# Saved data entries
· · ·

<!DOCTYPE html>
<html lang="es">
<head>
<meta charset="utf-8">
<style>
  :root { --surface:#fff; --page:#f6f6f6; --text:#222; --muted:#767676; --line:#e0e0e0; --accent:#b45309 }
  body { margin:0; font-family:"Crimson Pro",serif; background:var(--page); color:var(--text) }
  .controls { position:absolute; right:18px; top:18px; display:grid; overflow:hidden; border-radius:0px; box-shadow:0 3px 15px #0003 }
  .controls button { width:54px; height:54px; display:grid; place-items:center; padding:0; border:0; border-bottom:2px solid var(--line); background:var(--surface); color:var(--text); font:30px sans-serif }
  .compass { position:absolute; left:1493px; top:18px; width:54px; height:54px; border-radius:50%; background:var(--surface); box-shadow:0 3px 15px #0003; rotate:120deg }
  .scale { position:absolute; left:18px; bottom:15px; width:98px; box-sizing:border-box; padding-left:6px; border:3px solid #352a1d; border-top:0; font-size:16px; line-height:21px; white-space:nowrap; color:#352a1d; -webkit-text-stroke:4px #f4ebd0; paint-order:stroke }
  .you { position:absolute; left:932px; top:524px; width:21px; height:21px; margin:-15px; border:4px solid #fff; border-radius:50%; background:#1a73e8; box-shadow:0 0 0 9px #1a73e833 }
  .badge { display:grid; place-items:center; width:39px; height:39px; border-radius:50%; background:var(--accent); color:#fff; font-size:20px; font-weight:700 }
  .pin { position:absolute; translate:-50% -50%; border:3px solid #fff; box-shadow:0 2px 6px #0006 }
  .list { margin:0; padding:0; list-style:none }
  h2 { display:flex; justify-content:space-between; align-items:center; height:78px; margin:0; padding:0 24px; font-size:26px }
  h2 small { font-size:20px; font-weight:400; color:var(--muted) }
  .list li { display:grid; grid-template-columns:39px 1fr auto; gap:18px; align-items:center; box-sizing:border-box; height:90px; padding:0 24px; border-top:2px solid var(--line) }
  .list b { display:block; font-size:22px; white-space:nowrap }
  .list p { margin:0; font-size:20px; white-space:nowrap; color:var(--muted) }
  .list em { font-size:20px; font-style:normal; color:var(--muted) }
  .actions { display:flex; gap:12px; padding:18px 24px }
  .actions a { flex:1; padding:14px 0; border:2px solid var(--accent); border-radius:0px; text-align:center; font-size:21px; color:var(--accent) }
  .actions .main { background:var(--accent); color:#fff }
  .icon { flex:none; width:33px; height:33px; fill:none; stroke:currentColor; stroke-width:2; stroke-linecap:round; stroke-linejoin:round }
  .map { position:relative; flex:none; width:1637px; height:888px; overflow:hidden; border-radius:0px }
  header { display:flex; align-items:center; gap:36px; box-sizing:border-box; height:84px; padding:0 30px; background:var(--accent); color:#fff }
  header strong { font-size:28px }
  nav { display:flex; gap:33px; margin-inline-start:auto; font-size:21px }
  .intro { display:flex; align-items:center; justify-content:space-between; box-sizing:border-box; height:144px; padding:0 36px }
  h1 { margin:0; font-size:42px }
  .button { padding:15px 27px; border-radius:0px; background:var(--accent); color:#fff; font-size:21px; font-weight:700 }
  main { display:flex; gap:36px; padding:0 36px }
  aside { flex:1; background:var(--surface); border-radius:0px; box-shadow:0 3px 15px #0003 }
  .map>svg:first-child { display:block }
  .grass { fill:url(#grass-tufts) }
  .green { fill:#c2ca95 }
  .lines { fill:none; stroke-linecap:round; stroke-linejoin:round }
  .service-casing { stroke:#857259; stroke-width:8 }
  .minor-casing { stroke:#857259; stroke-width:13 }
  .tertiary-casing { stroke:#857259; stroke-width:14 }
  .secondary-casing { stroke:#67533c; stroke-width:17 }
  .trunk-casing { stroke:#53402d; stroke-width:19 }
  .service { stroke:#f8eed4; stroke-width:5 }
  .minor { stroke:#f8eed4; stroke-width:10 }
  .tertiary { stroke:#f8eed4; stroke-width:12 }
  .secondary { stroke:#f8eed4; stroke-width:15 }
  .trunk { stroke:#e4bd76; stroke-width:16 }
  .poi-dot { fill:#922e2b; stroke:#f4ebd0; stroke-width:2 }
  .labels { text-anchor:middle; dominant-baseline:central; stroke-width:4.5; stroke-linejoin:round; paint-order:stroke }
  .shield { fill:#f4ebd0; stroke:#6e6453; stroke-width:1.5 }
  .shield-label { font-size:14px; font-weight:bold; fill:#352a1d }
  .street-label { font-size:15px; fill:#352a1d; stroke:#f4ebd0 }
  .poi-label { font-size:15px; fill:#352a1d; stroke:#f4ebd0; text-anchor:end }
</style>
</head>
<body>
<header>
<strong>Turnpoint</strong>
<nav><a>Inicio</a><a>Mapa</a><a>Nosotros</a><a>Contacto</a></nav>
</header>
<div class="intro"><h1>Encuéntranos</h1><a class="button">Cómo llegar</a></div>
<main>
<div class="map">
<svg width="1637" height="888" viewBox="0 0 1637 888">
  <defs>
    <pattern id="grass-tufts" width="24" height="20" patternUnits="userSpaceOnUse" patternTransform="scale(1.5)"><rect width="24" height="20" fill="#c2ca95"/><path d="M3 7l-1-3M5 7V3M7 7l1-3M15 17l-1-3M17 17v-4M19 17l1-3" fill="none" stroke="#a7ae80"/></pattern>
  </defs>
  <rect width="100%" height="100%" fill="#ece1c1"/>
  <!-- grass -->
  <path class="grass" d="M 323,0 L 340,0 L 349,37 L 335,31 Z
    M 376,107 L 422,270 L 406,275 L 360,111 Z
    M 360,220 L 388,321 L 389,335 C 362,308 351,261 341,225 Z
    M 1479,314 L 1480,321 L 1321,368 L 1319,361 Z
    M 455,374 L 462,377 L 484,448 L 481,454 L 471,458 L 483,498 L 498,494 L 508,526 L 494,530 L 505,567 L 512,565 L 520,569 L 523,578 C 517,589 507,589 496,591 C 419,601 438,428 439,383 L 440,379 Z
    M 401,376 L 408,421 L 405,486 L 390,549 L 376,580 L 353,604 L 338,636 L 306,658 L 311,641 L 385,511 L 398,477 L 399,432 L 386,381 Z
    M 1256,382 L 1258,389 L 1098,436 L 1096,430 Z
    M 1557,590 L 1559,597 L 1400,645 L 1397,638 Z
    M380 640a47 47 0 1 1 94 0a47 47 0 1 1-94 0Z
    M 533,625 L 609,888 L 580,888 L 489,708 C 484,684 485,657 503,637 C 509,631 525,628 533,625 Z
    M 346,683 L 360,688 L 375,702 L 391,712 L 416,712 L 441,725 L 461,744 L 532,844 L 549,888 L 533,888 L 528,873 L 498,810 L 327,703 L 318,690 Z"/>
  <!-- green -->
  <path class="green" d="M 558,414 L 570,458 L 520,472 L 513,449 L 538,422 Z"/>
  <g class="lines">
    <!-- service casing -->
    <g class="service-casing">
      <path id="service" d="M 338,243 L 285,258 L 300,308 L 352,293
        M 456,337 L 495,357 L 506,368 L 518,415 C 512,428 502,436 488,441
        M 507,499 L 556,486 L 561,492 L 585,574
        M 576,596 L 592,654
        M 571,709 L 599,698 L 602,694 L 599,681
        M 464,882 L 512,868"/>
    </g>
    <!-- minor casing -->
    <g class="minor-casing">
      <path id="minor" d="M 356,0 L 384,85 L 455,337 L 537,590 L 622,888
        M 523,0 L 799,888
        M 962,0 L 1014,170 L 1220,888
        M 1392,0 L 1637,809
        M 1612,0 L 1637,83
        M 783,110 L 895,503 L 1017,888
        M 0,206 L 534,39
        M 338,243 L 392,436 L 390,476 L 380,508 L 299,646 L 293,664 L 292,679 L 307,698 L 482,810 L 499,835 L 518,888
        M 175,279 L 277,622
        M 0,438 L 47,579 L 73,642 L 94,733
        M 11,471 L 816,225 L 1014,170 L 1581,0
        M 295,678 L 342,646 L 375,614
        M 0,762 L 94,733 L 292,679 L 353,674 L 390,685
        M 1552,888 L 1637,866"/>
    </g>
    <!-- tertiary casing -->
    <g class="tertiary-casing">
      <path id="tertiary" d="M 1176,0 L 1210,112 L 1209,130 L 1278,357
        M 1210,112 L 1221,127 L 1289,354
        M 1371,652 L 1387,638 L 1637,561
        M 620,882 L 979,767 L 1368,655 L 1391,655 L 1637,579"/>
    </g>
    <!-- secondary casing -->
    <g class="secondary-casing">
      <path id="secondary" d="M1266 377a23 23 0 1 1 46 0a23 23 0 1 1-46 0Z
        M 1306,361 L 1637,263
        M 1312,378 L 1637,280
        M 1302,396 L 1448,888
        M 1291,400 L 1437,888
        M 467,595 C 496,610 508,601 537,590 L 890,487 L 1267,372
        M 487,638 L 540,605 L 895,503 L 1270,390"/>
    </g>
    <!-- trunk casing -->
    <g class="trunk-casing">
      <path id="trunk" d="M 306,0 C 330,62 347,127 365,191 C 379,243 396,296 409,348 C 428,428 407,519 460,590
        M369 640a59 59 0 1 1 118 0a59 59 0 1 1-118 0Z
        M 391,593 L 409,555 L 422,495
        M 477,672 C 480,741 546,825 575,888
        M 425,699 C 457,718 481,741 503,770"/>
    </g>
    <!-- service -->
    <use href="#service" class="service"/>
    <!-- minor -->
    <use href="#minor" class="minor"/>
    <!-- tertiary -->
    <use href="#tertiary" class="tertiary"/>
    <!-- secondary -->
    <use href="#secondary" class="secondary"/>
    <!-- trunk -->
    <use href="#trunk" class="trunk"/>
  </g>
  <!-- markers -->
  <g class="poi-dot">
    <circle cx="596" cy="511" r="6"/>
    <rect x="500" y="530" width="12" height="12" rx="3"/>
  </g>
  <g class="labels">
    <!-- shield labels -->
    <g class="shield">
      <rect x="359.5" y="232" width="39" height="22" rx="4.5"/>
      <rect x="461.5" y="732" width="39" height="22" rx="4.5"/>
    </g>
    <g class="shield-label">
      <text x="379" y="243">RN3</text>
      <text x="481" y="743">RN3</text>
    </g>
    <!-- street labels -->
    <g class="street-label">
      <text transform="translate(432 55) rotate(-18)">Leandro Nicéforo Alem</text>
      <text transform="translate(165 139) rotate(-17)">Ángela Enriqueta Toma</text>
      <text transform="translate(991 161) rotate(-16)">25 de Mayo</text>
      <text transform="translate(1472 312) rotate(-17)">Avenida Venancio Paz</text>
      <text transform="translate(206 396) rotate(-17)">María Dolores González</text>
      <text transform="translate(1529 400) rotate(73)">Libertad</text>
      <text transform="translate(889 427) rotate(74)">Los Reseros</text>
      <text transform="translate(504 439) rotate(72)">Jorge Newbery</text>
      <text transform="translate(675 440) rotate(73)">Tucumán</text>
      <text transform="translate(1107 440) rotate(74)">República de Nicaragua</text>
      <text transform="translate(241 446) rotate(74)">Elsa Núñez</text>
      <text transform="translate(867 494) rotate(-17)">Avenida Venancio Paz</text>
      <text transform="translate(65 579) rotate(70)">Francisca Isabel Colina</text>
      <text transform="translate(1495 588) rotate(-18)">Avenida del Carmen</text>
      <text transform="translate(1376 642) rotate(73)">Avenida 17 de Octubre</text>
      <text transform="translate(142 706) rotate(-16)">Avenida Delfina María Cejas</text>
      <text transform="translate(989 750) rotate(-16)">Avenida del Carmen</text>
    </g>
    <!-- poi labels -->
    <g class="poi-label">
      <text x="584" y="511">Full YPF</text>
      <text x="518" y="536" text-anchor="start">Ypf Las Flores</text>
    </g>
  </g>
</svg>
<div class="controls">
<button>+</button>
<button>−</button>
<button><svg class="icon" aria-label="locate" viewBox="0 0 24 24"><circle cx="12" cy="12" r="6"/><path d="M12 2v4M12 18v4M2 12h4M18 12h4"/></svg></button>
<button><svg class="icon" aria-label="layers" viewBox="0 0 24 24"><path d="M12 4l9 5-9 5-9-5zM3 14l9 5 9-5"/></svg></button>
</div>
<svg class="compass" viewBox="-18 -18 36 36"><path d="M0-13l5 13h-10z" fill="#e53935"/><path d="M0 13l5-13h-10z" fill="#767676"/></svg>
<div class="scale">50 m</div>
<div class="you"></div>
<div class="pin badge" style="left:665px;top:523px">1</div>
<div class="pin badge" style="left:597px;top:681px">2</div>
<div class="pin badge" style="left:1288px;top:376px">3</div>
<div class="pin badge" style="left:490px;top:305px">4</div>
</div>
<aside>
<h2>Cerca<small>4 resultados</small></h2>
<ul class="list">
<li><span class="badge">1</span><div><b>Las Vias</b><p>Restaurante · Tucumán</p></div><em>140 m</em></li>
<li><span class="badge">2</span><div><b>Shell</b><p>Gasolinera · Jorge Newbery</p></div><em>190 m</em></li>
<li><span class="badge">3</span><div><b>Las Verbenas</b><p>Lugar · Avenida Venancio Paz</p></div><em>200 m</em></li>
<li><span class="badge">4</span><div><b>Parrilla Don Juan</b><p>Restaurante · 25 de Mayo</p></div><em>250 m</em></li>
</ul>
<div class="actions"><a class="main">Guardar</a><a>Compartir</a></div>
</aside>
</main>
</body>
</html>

· · ·

# Exercise objective
From the entries, copy out each line containing the word "controls".

# Response to this exercise
  .controls { position:absolute; right:18px; top:18px; display:grid; overflow:hidden; border-radius:0px; box-shadow:0 3px 15px #0003 }
  .controls button { width:54px; height:54px; display:grid; place-items:center; padding:0; border:0; border-bottom:2px solid var(--line); background:var(--surface); color:var(--text); font:30px sans-serif }
<div class="controls">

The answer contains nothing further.